» AIM OF THE EXERCISE
Pull each line with the string "block" from the entries.

▼▼▼

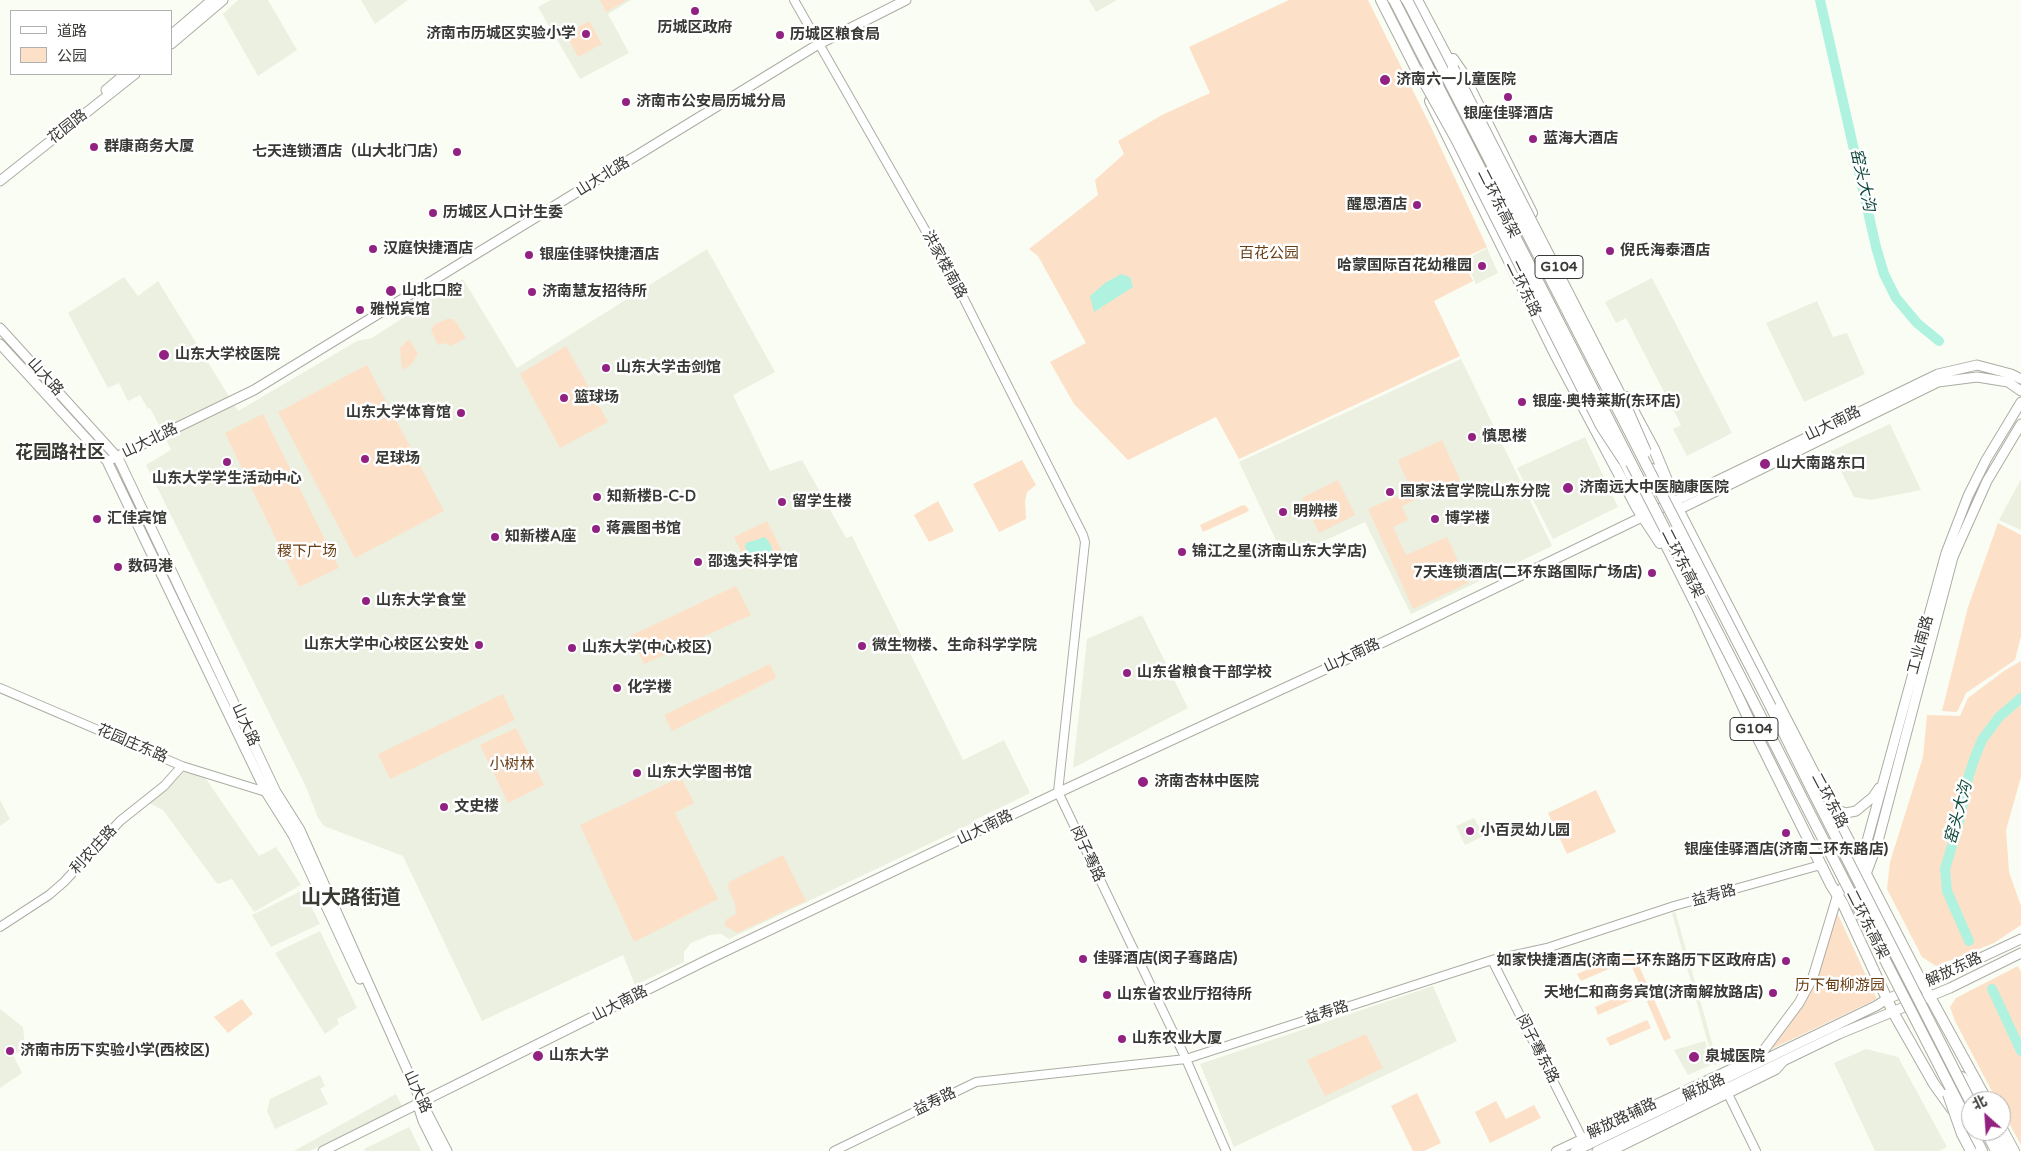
<!DOCTYPE html>
<meta charset="utf-8">
<style>
body{margin:0}
#map{position:relative;width:2021px;height:1151px;overflow:hidden;background:#fafdf3;font-family:"Varela Round","Noto Sans SC",sans-serif}
canvas{display:block}
.legend{position:absolute;left:10px;top:10px;width:162px;height:65px;box-sizing:border-box;background:#fff;border:1px solid #b0b0af;margin:0;padding:6px 9px;list-style:none;font-size:15px;color:#393a36}
.legend li{display:flex;align-items:center;gap:10px;height:25px}
.legend b{width:25px;border:1px solid #b0b0af}
.north{position:absolute;left:1961px;top:1091px;width:50px;height:50px;box-sizing:border-box;background:#fff;border:1px solid #b0b0af;border-radius:50%;rotate:334deg;font-size:14px;font-weight:700;line-height:20px;text-align:center;color:#393a36}
.north::after{content:'';display:block;margin:auto;width:18px;height:22px;background:#922282;clip-path:polygon(50% 0,100% 100%,50% 72%,0 100%)}
</style>
<div id="map">
<canvas width="2021" height="1151"></canvas>
<ul class="legend">
<li><b style="height:6px;background:#fff"></b>道路</li>
<li><b style="height:14px;background:#fde0c8"></b>公园</li>
</ul>
<div class="north">北</div>
</div>
<script>
const c = document.querySelector('canvas').getContext('2d');
c.lineJoin = 'round';
function fill(path, color) { c.fillStyle = color; c.fill(path, 'evenodd'); }
const shape = rows => new Path2D(rows.map(r => 'M' + r).join(''));
function trace(path, color, width, dash) { c.strokeStyle = color; c.lineWidth = width; c.lineCap = dash ? 'butt' : 'round'; c.setLineDash(dash || []); c.stroke(path); }
function drawText(font, color, halo, rows, align = 'center') {
  c.font = font + ' "Varela Round","Noto Sans SC",sans-serif'; c.lineWidth = 5; c.setLineDash([]); c.textBaseline = 'middle'; c.strokeStyle = halo; c.fillStyle = color; for (const [text, x, y, turn = 0] of rows) {
    c.save(); c.translate(x, y); c.rotate((+turn || 0) * Math.PI / 180); c.textAlign = isNaN(turn) ? turn : align; if (halo) c.strokeText(text, 0, 0); c.fillText(text, 0, 0); c.restore();
  }
}
fill(shape([
 [238,0,268,0,297,50,258,76,223,14],
 [361,0,408,0,375,24],
 [551,0,631,0,608,14,629,53,580,79,538,7],
 [1089,0,1117,0,1096,12],
 [1487,248,1498,273,1476,284,1465,260],
 [707,249,775,372,733,395,770,471,802,460,846,538,852,536,963,760,1004,740,1030,793,975,820,975,822,729,939,721,934,710,935,691,943,684,952,684,962,635,985,623,955,482,1021,403,856,324,826,318,818,306,787,146,465,171,450,160,427,150,408,148,409,140,395,128,401,119,383,108,388,68,313,124,277,138,296,158,281,238,411,357,341,372,338,463,279,517,368],
 [1652,278,1732,433,1687,456,1673,429,1681,425,1626,318,1616,323,1605,302],
 [1817,301,1833,337,1847,333,1865,374,1804,402,1766,323],
 [1461,359,1552,546,1411,614,1365,522,1285,559,1239,462],
 [1890,424,1921,490,1871,500,1854,497,1831,451],
 [1585,437,1618,507,1553,539,1517,468],
 [2021,479,2021,530,1999,520],
 [1142,615,1188,708,1073,768,1087,639],
 [184,772,204,776,259,856,276,847,301,885,254,912,232,879,218,884,215,881,163,810,149,803],
 [0,800,10,819,0,826],
 [1474,818,1484,836,1465,845,1456,826],
 [303,890,320,924,271,947,252,915],
 [1675,912,1676,914,1718,1064,1714,1065,1672,913],
 [320,931,357,1008,337,1019,339,1024,325,1034,275,953],
 [1433,986,1457,1041,1234,1147,1200,1064],
 [0,1009,23,1027,25,1048,13,1055,22,1073,0,1088],
 [1705,1041,1713,1064,1688,1075,1674,1050],
 [1866,1049,1898,1057,1947,1147,1939,1151,1875,1151,1834,1063],
 [320,1075,325,1086,320,1089,328,1104,275,1129,267,1111,270,1099],
 [396,1094,402,1106,310,1151,294,1151],
 [409,1127,421,1151,365,1151,364,1149]
]), '#ecf0e0');
fill(shape([
 [600,0,627,0,606,12],
 [1289,0,1368,0,1431,127,1487,247,1462,259,1473,281,1434,301,1460,356,1239,459,1216,417,1128,460,1074,404,1050,362,1086,343,1038,256,1029,249,1098,195,1095,180,1124,154,1118,141,1162,115,1210,93,1189,47],
 [589,21,602,44,578,57,566,34],
 [447,319,452,319,456,322,466,338,451,346,445,343,438,345,431,330,435,324],
 [409,339,418,354,411,365,402,370,400,348],
 [566,346,608,422,560,448,520,374],
 [367,365,444,511,355,558,278,412],
 [263,414,339,568,299,587,225,433],
 [1442,440,1460,480,1402,506,1408,520,1393,527,1406,555,1447,537,1468,583,1413,609,1368,509,1411,490,1398,460],
 [1022,460,1036,485,1027,492,1025,501,1026,519,999,532,973,484],
 [1338,480,1355,515,1319,533,1302,498],
 [938,501,954,531,929,542,914,515],
 [1243,505,1246,506,1249,510,1247,512,1203,532,1200,525],
 [767,521,784,555,750,571,734,537],
 [1998,523,2021,535,2021,636,2015,660,1966,693,1957,712,1942,711,1968,607],
 [736,586,751,615,644,664,630,636],
 [2021,661,2021,777,2006,830,2009,872,2021,906,2021,925,1994,943,1936,966,1922,957,1887,889,1890,862,1923,757,1927,715,1960,716,1968,698,2004,671],
 [770,664,776,678,672,731,664,715],
 [503,694,515,720,390,779,378,754],
 [516,728,544,785,508,803,480,745],
 [681,777,694,803,675,813,718,899,634,942,580,825],
 [1596,790,1616,832,1567,854,1548,813],
 [783,855,806,901,737,933,724,925,727,919,736,914,735,905,728,887,729,882],
 [1834,906,1877,999,1763,1053,1800,1003],
 [1632,950,1671,1038,1664,1041,1629,960,1581,981,1577,974],
 [2018,966,2021,972,2021,1145,2001,1108,2001,1101,1997,1101,1955,1021,1950,1007,1956,998],
 [1636,989,1639,997,1598,1015,1595,1007],
 [242,999,253,1014,228,1033,214,1017],
 [1647,1020,1651,1028,1610,1046,1606,1038],
 [1366,1034,1383,1068,1325,1096,1307,1060],
 [1417,1093,1441,1143,1424,1151,1413,1151,1391,1106],
 [1496,1101,1506,1119,1534,1105,1541,1118,1490,1143,1475,1112]
]), '#fde0c8');
fill(shape([
 [1121,274,1130,277,1133,287,1094,312,1090,296,1105,283],
 [765,537,771,545,772,550,767,557,762,558,757,553,749,556,745,547,746,543]
]), '#aff2df');
trace(shape([
 [1820,0,1876,247,1884,274,1896,298,1917,323,1939,341],
 [1969,941,1947,891,1945,869,1958,826,1969,775,1975,757,1982,740,1999,717,2021,698],
 [1992,989,2021,1051]
]), '#aff2df', 10);
const tertiary = shape([
 [794,0,960,291,1083,535,1085,542,1058,792,1186,1059,1226,1151],
 [0,688,182,766,266,792],
 [0,927,49,895,64,882,120,821,164,786,182,766],
 [1492,960,1582,1138],
 [1728,1094,1756,1151],
 [834,1151,976,1082,1186,1059,1492,960,1547,948,1674,906,1817,866,1823,867],
 [1556,1151,1743,1063],
 [1612,1151,1776,1070,1783,1062]
]);
const secondary = shape([
 [0,328,118,458,276,792,300,830,421,1101,447,1151],
 [0,344,107,461,266,792,293,835,360,979],
 [112,459,254,390,817,45,906,0],
 [1673,510,1684,507,1938,382,1977,377,2008,382,2021,391],
 [417,1102,423,1121,438,1151],
 [323,1151,709,959,1068,788,1369,649,1938,374,1977,365,2011,374,2021,379]
]);
const primary = shape([
 [171,35,212,0],
 [171,44,223,0],
 [106,90,125,74],
 [0,181,135,74],
 [1834,809,1846,813,1856,811,1873,797,1879,788],
 [1863,876,1866,874,1877,845,1953,557,1987,481,2021,424],
 [1743,1063,1761,1054,1799,1003,1813,977,1838,894,1861,863,1946,553,1968,496,1986,460,2021,402],
 [1575,1151,1876,1006,1887,999,1931,981,2021,939],
 [1597,1151,1839,1034,1950,988,2021,953]
]);
const trunk = shape([
 [1381,0,1421,79],
 [1417,0,1453,68,1454,75],
 [1453,59,1462,72,1532,213],
 [1430,101,1556,356,1637,508,1660,543],
 [1626,397,1654,449,1669,485],
 [1620,453,1697,607,1750,722,1831,885,1843,904,1893,1012,1934,1084,1952,1109],
 [1652,469,1678,509,1918,975,1987,1101],
 [1771,707,1811,788],
 [1759,713,1800,794],
 [1962,1077,1977,1101],
 [2001,1127,2014,1151],
 [1972,1131,1982,1151],
 [1986,1131,1996,1151],
 [1995,1131,2005,1151]
]);
trace(tertiary, '#abada4', 10);
trace(secondary, '#abada4', 11);
trace(primary, '#abada4', 11);
trace(trunk, '#abada4', 12);
trace(tertiary, '#fff', 8);
trace(secondary, '#fff', 9);
trace(primary, '#fff', 9);
trace(trunk, '#fff', 10);
const trunkBridge = shape([
 [1394,0,1759,713],
 [1407,0,1771,707],
 [1453,68,1625,404,1646,452],
 [1418,71,1456,139,1601,426,1624,461],
 [1811,788,1971,1103],
 [1800,794,1971,1128],
 [1948,1094,1962,1134,1971,1151]
]);
trace(trunkBridge, '#abada4', 12, []);
trace(trunkBridge, '#fff', 10);
for (const [x, y, r, color] of [
 [695,11,5,"#922282"],
 [586,34,5,"#922282"],
 [780,35,5,"#922282"],
 [1385,80,6,"#922282"],
 [1508,97,5,"#922282"],
 [626,102,5,"#922282"],
 [1533,139,5,"#922282"],
 [94,147,5,"#922282"],
 [457,152,5,"#922282"],
 [1417,205,5,"#922282"],
 [433,213,5,"#922282"],
 [373,249,5,"#922282"],
 [1610,251,5,"#922282"],
 [529,255,5,"#922282"],
 [1482,266,5,"#922282"],
 [391,291,6,"#922282"],
 [532,292,5,"#922282"],
 [360,310,5,"#922282"],
 [164,355,6,"#922282"],
 [606,368,5,"#922282"],
 [564,398,5,"#922282"],
 [1522,402,5,"#922282"],
 [461,413,5,"#922282"],
 [1472,437,5,"#922282"],
 [365,459,5,"#922282"],
 [227,462,5,"#922282"],
 [1765,464,6,"#922282"],
 [1568,488,6,"#922282"],
 [1390,492,5,"#922282"],
 [597,497,5,"#922282"],
 [782,502,5,"#922282"],
 [1283,512,5,"#922282"],
 [97,519,5,"#922282"],
 [1435,519,5,"#922282"],
 [596,529,5,"#922282"],
 [495,537,5,"#922282"],
 [1182,552,5,"#922282"],
 [698,562,5,"#922282"],
 [118,567,5,"#922282"],
 [1652,573,5,"#922282"],
 [366,601,5,"#922282"],
 [479,645,5,"#922282"],
 [862,646,5,"#922282"],
 [572,648,5,"#922282"],
 [1127,673,5,"#922282"],
 [617,688,5,"#922282"],
 [637,773,5,"#922282"],
 [1143,782,6,"#922282"],
 [444,807,5,"#922282"],
 [1470,831,5,"#922282"],
 [1786,833,5,"#922282"],
 [1083,959,5,"#922282"],
 [1786,961,5,"#922282"],
 [1773,993,5,"#922282"],
 [1107,995,5,"#922282"],
 [1122,1039,5,"#922282"],
 [10,1051,5,"#922282"],
 [538,1056,6,"#922282"],
 [1694,1057,6,"#922282"]
]) { const dot = new Path2D(); dot.arc(x, y, r, 0, 2 * Math.PI); c.fillStyle = color; c.fill(dot); trace(dot, '#fff', 2); }
for (const [x, y, w] of [
 [1559,267,48],
 [1754,729,48]
]) { const box = new Path2D(); box.roundRect(x - w / 2, y - 11.5, w, 23, 4); c.fillStyle = '#fff'; c.fill(box); trace(box, '#393a36', 1); }
drawText('bold 14px', '#393a36', null, [
 ["G104",1559,267],
 ["G104",1754,729]
]);
drawText('bold 15px', '#393a36', '#fff', [
 ["历城区政府",695,28,"center"],
 ["济南市历城区实验小学",576,34,"right"],
 ["历城区粮食局",790,35],
 ["济南六一儿童医院",1396,80],
 ["济南市公安局历城分局",636,102],
 ["银座佳驿酒店",1508,114,"center"],
 ["蓝海大酒店",1543,139],
 ["群康商务大厦",104,147],
 ["七天连锁酒店（山大北门店）",447,152,"right"],
 ["醒恩酒店",1407,205,"right"],
 ["历城区人口计生委",443,213],
 ["汉庭快捷酒店",383,249],
 ["倪氏海泰酒店",1620,251],
 ["银座佳驿快捷酒店",539,255],
 ["哈蒙国际百花幼稚园",1472,266,"right"],
 ["山北口腔",402,291],
 ["济南慧友招待所",542,292],
 ["雅悦宾馆",370,310],
 ["山东大学校医院",175,355],
 ["山东大学击剑馆",616,368],
 ["篮球场",574,398],
 ["银座·奥特莱斯(东环店)",1532,402],
 ["山东大学体育馆",451,413,"right"],
 ["慎思楼",1482,437],
 ["足球场",375,459],
 ["山大南路东口",1776,464],
 ["山东大学学生活动中心",227,479,"center"],
 ["济南远大中医脑康医院",1579,488],
 ["国家法官学院山东分院",1400,492],
 ["知新楼B-C-D",607,497],
 ["留学生楼",792,502],
 ["明辨楼",1293,512],
 ["汇佳宾馆",107,519],
 ["博学楼",1445,519],
 ["蒋震图书馆",606,529],
 ["知新楼A座",505,537],
 ["锦江之星(济南山东大学店)",1192,552],
 ["邵逸夫科学馆",708,562],
 ["数码港",128,567],
 ["7天连锁酒店(二环东路国际广场店)",1642,573,"right"],
 ["山东大学食堂",376,601],
 ["山东大学中心校区公安处",469,645,"right"],
 ["微生物楼、生命科学学院",872,646],
 ["山东大学(中心校区)",582,648],
 ["山东省粮食干部学校",1137,673],
 ["化学楼",627,688],
 ["山东大学图书馆",647,773],
 ["济南杏林中医院",1154,782],
 ["文史楼",454,807],
 ["小百灵幼儿园",1480,831],
 ["银座佳驿酒店(济南二环东路店)",1786,850,"center"],
 ["佳驿酒店(闵子骞路店)",1093,959],
 ["如家快捷酒店(济南二环东路历下区政府店)",1776,961,"right"],
 ["天地仁和商务宾馆(济南解放路店)",1763,993,"right"],
 ["山东省农业厅招待所",1117,995],
 ["山东农业大厦",1132,1039],
 ["济南市历下实验小学(西校区)",20,1051],
 ["山东大学",549,1056],
 ["泉城医院",1705,1057]
], 'left');
drawText('15px', '#393a36', '#fff', [
 ["花园路",68,127,-38],
 ["山大北路",603,177,-32],
 ["二环东高架",1498,204,63],
 ["洪家楼南路",944,265,61],
 ["二环东路",1523,289,64],
 ["山大路",45,377,48],
 ["山大南路",1833,424,-26],
 ["山大北路",150,441,-26],
 ["二环东高架",1682,564,63],
 ["工业南路",1921,645,-75],
 ["山大南路",1352,656,-25],
 ["山大路",245,725,65],
 ["花园庄东路",132,744,23],
 ["二环东路",1829,801,62],
 ["山大南路",985,828,-26],
 ["利农庄路",94,850,-47],
 ["闵子骞路",1087,854,65],
 ["益寿路",1714,896,-15],
 ["二环东高架",1867,925,63],
 ["解放东路",1954,970,-25],
 ["山大南路",620,1004,-27],
 ["益寿路",1327,1013,-18],
 ["闵子骞东路",1537,1049,63],
 ["解放路",1704,1088,-25],
 ["山大路",417,1092,65],
 ["益寿路",935,1102,-26],
 ["解放路辅路",1622,1119,-25]
]);
drawText('15px', '#693e14', '#fff', [
 ["百花公园",1269,254],
 ["稷下广场",307,552],
 ["小树林",512,765],
 ["历下甸柳游园",1840,986]
]);
drawText('italic 16px', '#10493d', '#fff', [
 ["窑头大沟",1862,180,77],
 ["窑头大沟",1959,813,-75]
]);
drawText('bold 18px', '#383a33', '#fff', [
 ["花园路社区",60,453]
]);
drawText('bold 20px', '#383a33', '#fff', [
 ["山大路街道",351,899]
]);
</script>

▲▲▲

» OUTPUT OF THE EXERCISE
canvas{display:block}
.north::after{content:'';display:block;margin:auto;width:18px;height:22px;background:#922282;clip-path:polygon(50% 0,100% 100%,50% 72%,0 100%)}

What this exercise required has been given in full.